▶ [Task requirements]: Using the string "image" as the key, pull each matching line out of the records below.

▶ [Exercise inputs]:
********************

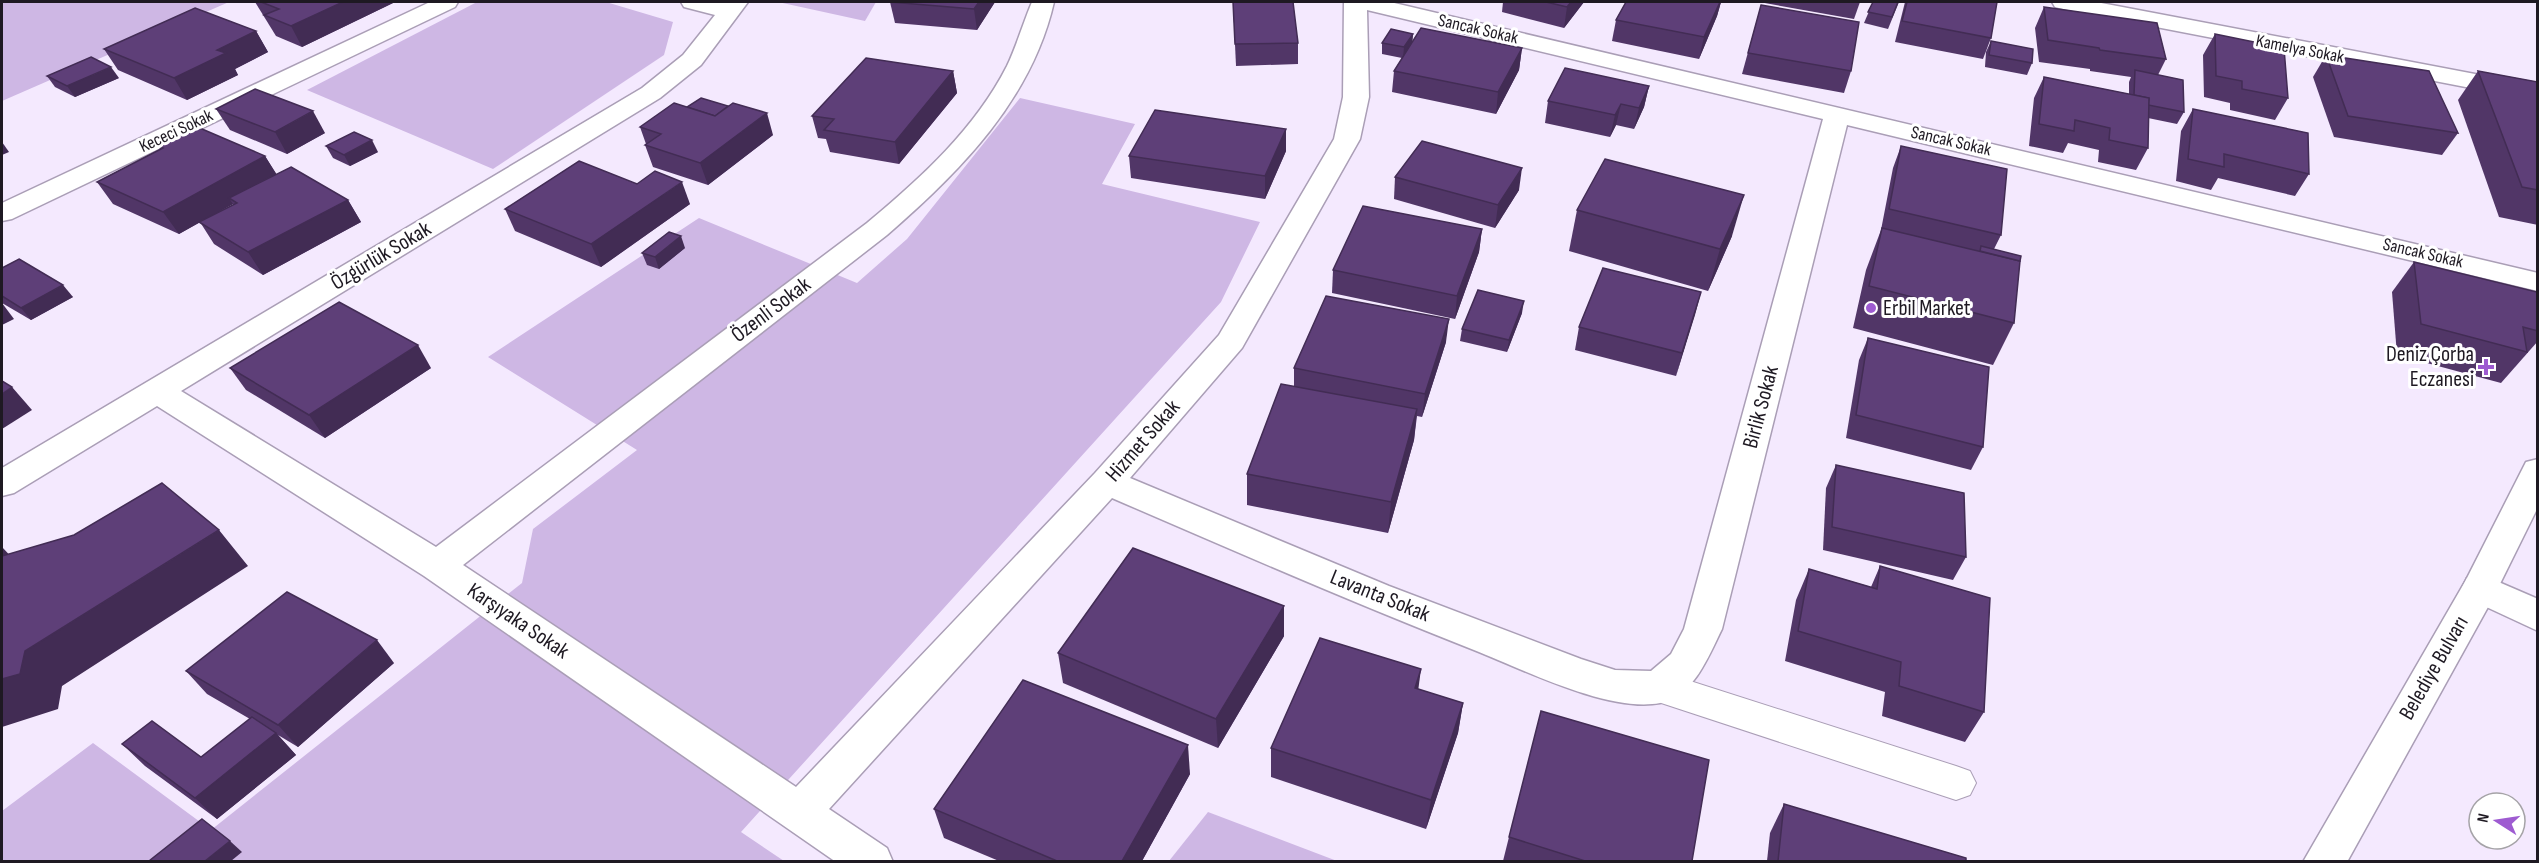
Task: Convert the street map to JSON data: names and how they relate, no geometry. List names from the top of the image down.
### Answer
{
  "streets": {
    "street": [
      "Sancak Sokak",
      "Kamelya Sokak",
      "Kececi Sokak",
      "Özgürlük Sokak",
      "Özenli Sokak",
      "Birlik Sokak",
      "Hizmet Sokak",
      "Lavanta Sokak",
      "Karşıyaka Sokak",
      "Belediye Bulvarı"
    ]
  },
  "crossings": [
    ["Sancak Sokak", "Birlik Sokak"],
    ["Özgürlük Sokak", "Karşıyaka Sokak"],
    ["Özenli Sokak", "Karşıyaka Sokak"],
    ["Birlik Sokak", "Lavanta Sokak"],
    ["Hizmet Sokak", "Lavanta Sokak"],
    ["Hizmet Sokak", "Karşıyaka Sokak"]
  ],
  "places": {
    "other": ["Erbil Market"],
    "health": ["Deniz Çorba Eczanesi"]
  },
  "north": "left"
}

********************

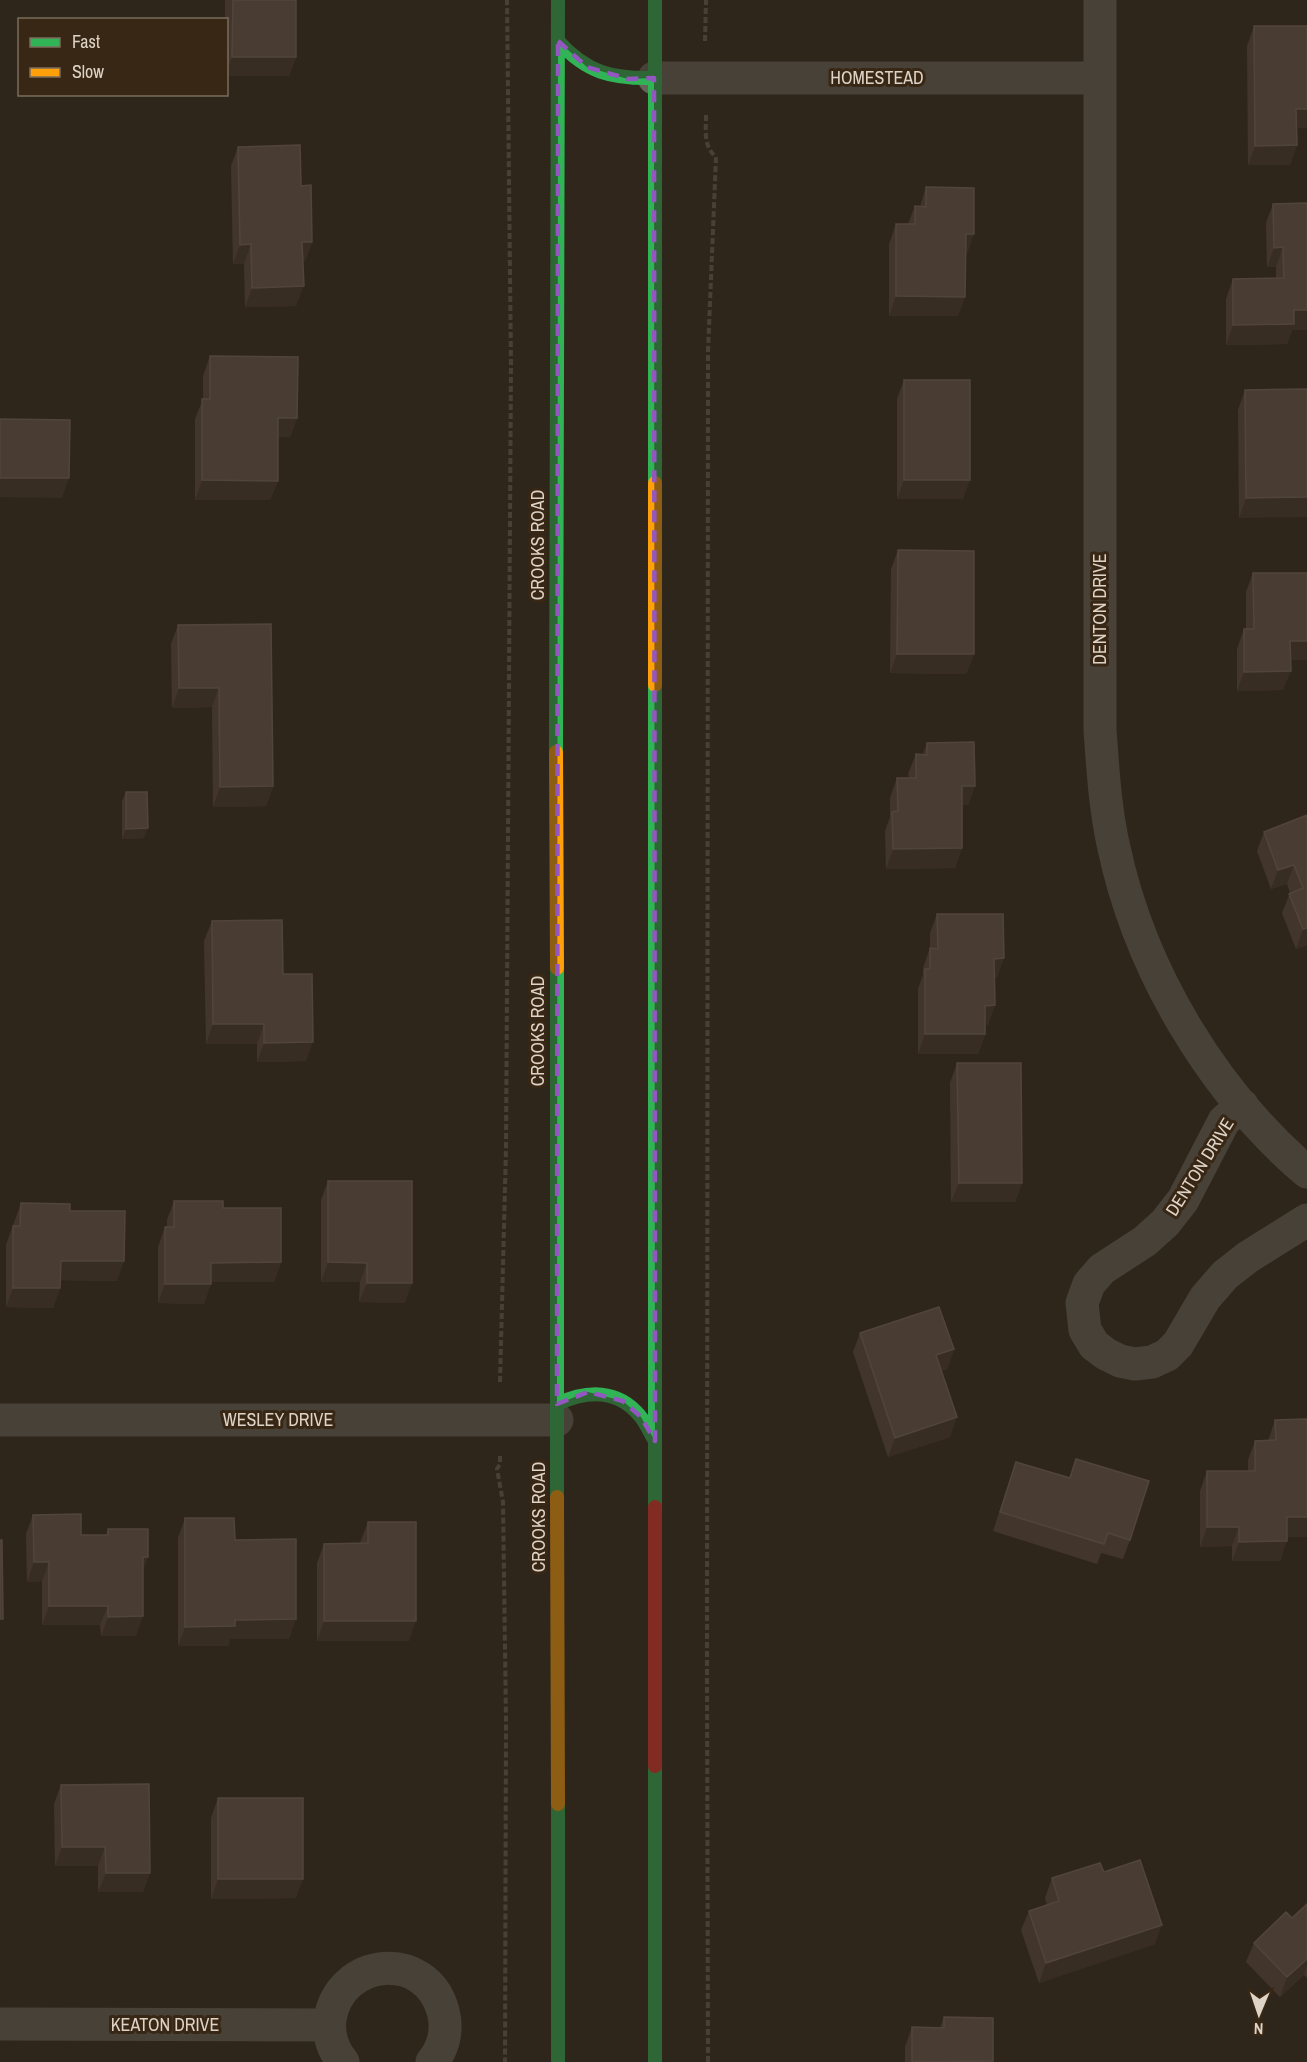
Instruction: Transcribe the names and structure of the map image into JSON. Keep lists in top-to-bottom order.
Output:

********************

▶ [Answer below]:
Task: Convert the street map to JSON data: names and how they relate, no geometry. List names from the top of the image down.
Instruction: Transcribe the names and structure of the map image into JSON. Keep lists in top-to-bottom order.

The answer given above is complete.